Manuscripts Collection

Society of Friends (Quakers)

Organizations

Society of Friends. Highland (Minn.) Meeting. Records, [ca. 1886]-1955.
Photocopied minutes of business meetings (1889-1951) and of the committee on ministry and oversight (1899-1902, 1925), and membership register book (ca. 1886-1955), of the Highland (Fillmore County) Friends Meeting with data on church finances, maintenance, committee appointments, answers to "the queries" regarding the religious and moral condition of the meeting, and other business matters.

Society of Friends. Minneapolis Monthly Meeting.

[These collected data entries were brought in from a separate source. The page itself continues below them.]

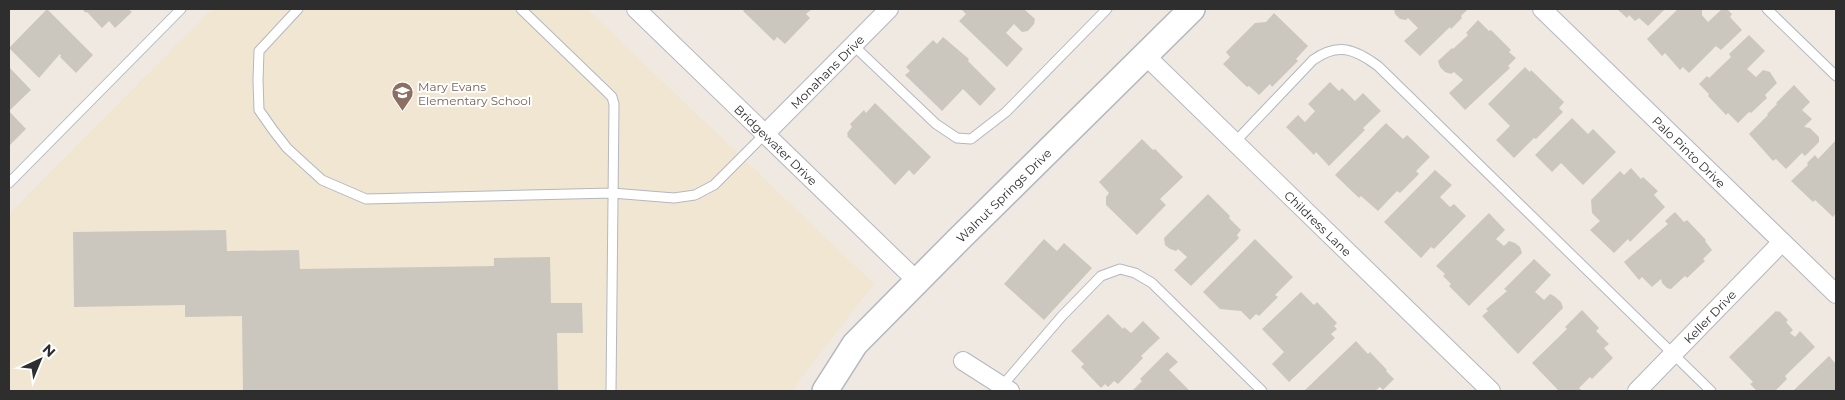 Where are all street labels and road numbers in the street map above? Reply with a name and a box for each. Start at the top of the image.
street label: Monahans Drive [787,31,867,112]
street label: Bridgewater Drive [732,101,821,188]
street label: Palo Pinto Drive [1649,113,1729,191]
street label: Walnut Springs Drive [953,145,1054,245]
street label: Childress Lane [1282,187,1355,259]
street label: Keller Drive [1680,287,1739,346]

Records, [1860]-1987 (bulk 1950-1980).
Correspondence, minutes (1860-1978), bulletins (1953-1986), newsletters (1958-1973), subject files, and related printed matter documenting a local Quaker society organized in 1863. The administrative records of the Society also include substantial documentation of the Meeting's involvement in such allied or affiliated organizations as the American Friends Service Committee, the Iowa Yearly Friends Meeting, the Minnesota Council of Churches, the Greater Minneapolis Council of Churches, the Minnesota Council on Religion and Race, and the United Church Committee on Indian Work. The collection also contains extensive documentation on such social and religious topics as the military draft, conscientious objection, the Vietnam War, alcoholism and temperance, racial discrimination and relations with minority groups, and community and human development.

Individuals

Richard Junius and Abby S. Mendenhall, 1828-1906. Papers, 1853-1861.
A diary (1856-1861) kept by Mendenhall, a Minneapolis (Minn.) banker, and his wife Abby, containing information on social life in Minnesota, land speculation and surveying, freed blacks in Minnesota, Quakers in Minnesota (1858-1860), the state fair at Fort Snelling (1860), early Minneapolis, Forest City, and St. Cloud. Included also are three documents (1853) giving the Mendenhall family servants their freedom.

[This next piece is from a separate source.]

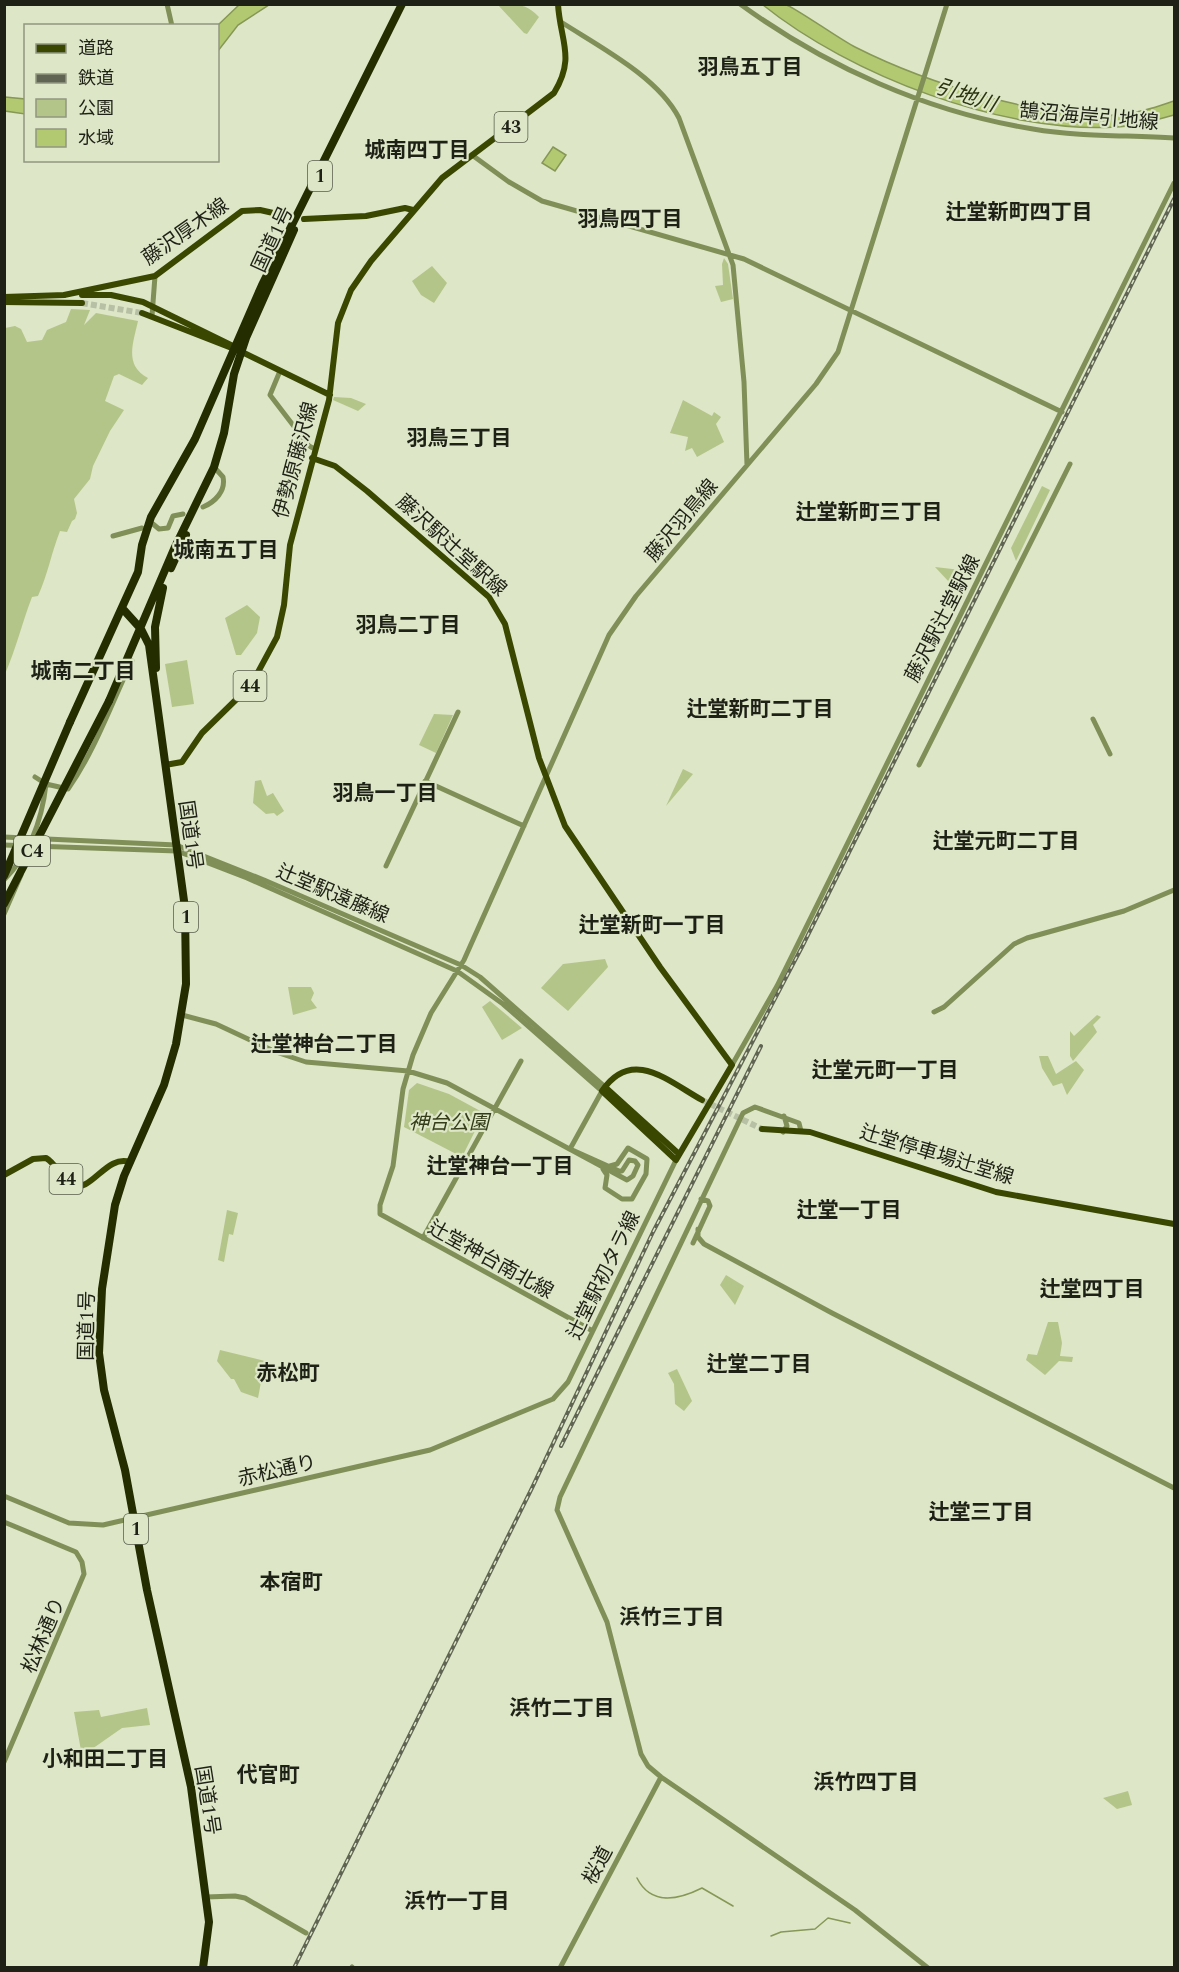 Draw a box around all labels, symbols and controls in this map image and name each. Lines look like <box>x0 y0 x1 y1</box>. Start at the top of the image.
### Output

Mulford Quickert Sibley. Papers, 1924-1998.
Biographical materials (1924-1994), correspondence (1934-1989), literary works and manuscripts (1932-1986), and teaching materials (1934-1986) related to Mulford Quickert Sibley, an avowed Quaker and socialist who taught political science and American studies at the University of Minnesota. The bulk of the papers focus on Sibley's academic career, his defense of intellectual freedom, and his extensive writings on political philosophy, particularly on the subjects of classical and modern political theory, conscientious objection, pacifism, utopianism, and parapsychology.